START RECORDS FOR PROCESSING

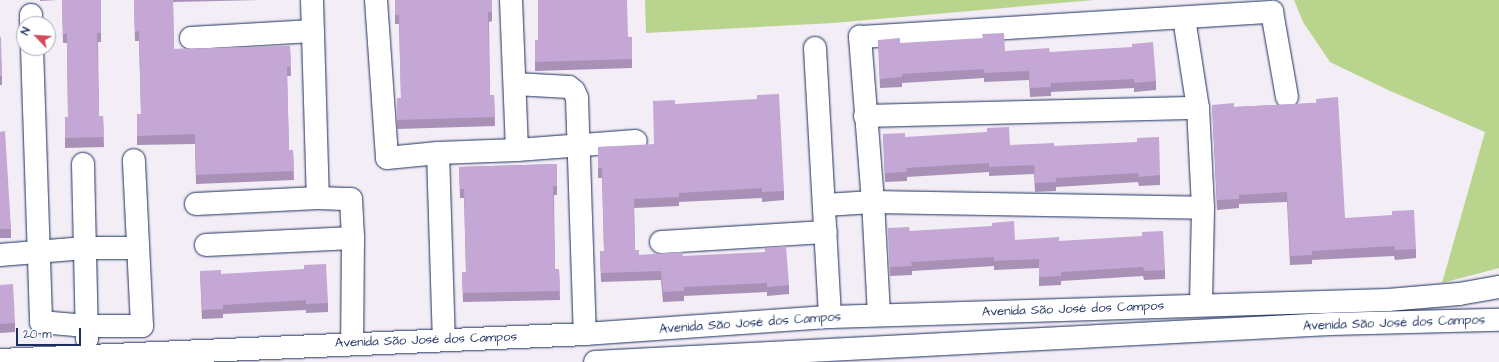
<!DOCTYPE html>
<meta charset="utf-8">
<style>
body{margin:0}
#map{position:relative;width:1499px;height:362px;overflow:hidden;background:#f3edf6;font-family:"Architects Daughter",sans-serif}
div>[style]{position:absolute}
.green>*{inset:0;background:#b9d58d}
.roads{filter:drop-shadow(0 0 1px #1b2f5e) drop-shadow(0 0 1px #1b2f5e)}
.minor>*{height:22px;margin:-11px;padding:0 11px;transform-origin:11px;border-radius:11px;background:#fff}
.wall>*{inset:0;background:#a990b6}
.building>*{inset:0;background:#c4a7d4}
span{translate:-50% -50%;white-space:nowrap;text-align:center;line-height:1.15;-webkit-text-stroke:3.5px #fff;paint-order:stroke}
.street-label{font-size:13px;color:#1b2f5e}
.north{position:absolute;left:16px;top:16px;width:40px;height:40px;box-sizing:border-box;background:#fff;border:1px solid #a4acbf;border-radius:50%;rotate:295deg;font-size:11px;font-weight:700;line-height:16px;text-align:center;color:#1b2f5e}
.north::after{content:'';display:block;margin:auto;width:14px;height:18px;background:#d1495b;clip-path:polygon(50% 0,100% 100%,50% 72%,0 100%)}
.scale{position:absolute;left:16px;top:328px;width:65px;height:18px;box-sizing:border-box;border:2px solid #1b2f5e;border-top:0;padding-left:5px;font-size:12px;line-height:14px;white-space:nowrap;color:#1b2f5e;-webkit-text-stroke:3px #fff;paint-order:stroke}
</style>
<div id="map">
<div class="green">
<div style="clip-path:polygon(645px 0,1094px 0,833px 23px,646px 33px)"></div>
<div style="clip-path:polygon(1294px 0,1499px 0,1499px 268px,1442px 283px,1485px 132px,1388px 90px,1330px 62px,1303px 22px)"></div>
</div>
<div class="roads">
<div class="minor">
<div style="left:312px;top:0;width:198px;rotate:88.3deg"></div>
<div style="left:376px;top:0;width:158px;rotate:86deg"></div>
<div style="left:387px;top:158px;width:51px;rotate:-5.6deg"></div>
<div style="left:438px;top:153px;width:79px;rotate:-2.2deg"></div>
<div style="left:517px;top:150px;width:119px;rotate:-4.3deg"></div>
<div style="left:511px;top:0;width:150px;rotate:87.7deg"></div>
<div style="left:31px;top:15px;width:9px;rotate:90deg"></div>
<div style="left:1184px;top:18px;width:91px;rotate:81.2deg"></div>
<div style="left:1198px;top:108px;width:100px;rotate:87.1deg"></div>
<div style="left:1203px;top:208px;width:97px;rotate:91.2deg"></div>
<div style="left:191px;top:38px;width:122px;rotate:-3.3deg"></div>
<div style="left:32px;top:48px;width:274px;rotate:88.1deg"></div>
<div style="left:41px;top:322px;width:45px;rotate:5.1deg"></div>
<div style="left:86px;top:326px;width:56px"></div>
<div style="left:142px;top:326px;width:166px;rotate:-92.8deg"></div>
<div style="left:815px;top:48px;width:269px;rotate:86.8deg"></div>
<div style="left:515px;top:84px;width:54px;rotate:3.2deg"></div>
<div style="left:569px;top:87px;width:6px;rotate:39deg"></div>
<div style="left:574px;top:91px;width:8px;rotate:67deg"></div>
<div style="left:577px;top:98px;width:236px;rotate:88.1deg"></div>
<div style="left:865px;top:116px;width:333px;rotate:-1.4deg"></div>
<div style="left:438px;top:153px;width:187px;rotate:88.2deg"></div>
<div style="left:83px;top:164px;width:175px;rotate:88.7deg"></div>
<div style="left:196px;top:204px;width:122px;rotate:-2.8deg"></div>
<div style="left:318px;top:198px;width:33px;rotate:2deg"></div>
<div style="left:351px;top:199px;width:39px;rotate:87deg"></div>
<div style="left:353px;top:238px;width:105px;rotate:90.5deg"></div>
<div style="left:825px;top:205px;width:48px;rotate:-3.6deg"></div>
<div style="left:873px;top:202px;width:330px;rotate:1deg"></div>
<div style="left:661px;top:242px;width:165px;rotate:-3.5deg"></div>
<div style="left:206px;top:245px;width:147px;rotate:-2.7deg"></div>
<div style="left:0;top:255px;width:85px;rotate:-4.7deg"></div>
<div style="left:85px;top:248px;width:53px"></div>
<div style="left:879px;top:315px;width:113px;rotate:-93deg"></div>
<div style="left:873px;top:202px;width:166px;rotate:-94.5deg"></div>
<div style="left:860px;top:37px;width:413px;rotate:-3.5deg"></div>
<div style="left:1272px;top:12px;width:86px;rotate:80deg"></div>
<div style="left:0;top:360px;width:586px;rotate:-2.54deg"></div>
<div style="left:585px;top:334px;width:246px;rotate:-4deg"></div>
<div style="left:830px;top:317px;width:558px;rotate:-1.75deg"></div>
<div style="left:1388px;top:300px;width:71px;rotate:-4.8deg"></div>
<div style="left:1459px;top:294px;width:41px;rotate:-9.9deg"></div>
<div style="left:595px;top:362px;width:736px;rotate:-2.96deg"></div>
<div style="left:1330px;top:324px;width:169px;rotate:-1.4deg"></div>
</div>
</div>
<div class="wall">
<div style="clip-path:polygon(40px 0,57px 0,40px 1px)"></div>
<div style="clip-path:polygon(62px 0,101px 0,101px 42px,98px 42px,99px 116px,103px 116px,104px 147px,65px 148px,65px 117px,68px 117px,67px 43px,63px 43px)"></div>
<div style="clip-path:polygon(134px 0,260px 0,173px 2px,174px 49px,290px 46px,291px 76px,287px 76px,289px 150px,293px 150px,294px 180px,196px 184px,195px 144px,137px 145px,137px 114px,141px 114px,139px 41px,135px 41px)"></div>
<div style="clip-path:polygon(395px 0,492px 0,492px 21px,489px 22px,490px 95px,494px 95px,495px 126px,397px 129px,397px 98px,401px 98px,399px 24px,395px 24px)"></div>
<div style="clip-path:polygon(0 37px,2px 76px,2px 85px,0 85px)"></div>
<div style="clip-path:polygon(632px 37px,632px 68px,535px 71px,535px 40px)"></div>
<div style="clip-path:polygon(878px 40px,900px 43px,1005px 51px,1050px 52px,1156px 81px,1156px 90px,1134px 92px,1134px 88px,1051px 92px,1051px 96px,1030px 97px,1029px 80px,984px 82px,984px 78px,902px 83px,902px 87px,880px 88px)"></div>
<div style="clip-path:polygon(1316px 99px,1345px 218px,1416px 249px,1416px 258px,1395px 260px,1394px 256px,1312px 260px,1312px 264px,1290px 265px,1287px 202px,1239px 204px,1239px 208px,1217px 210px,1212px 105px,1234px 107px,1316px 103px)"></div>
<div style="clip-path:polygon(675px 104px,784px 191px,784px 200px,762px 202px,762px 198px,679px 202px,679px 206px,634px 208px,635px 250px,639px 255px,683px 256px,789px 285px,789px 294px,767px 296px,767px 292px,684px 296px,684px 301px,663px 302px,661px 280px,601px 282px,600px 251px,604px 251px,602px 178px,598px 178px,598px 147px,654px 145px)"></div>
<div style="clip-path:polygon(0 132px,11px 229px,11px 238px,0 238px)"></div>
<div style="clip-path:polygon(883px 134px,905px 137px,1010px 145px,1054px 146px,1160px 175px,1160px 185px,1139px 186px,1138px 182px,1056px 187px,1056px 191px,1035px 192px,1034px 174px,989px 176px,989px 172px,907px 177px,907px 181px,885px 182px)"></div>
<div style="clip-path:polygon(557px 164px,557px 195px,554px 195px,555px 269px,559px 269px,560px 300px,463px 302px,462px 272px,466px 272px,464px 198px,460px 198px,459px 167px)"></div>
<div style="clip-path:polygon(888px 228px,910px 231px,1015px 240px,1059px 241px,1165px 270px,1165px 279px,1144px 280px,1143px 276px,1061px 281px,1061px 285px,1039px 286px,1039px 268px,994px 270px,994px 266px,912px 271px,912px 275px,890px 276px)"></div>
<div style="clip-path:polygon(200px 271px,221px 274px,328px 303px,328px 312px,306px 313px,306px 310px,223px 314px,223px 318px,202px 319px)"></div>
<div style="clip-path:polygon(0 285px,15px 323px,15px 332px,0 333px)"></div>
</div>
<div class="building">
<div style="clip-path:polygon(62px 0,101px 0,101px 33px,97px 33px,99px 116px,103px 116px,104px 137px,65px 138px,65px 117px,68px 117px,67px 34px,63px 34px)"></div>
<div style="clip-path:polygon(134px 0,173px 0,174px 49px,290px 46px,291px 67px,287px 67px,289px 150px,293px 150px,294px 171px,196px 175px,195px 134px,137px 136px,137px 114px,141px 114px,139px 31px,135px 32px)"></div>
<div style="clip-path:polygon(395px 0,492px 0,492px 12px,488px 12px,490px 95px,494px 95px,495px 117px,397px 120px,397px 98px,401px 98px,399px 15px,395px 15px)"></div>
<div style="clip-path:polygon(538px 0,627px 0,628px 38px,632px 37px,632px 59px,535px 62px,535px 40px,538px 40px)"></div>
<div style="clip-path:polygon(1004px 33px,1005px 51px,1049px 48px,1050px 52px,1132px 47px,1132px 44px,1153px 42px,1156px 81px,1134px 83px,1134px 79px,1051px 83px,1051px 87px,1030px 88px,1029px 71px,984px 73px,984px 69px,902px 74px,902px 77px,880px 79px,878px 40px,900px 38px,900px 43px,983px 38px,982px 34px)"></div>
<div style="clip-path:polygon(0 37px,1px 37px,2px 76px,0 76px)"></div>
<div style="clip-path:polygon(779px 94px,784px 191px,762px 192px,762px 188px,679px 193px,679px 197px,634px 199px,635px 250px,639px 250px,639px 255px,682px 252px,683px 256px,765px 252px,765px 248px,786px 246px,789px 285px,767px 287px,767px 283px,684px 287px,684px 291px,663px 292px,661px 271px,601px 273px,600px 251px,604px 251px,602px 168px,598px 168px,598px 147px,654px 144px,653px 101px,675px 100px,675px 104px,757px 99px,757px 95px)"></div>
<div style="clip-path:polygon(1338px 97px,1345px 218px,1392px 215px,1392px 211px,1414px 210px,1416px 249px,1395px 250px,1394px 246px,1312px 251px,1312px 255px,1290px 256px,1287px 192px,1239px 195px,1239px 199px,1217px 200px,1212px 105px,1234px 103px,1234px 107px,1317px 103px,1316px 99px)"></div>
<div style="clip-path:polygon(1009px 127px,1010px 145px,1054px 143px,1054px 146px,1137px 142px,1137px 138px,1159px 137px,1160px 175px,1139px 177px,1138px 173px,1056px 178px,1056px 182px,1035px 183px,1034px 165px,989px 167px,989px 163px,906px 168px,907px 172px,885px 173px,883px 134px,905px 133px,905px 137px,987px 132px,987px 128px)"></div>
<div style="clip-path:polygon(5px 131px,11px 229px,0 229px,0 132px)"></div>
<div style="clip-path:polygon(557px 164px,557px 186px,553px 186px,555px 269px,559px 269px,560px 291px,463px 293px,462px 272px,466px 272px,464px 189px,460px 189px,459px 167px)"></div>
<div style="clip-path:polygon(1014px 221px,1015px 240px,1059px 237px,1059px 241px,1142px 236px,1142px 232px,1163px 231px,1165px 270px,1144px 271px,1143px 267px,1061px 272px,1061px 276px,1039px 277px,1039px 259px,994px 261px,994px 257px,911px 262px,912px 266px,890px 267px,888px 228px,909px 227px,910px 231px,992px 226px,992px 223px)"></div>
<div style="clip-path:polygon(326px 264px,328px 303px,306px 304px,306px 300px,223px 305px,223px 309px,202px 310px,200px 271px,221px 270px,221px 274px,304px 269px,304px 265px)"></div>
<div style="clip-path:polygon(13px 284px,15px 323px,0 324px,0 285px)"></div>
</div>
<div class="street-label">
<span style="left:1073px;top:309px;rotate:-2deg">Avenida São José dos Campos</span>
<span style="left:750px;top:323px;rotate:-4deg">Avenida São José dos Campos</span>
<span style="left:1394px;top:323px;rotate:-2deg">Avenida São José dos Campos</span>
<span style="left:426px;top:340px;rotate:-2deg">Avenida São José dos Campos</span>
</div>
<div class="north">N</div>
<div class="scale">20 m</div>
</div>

END RECORDS FOR PROCESSING

→ TASK INSTRUCTIONS
Scan the listing above, and wherever a line holds the string "roads", copy that line.

→ RESULT OF THIS EXERCISE
.roads{filter:drop-shadow(0 0 1px #1b2f5e) drop-shadow(0 0 1px #1b2f5e)}
<div class="roads">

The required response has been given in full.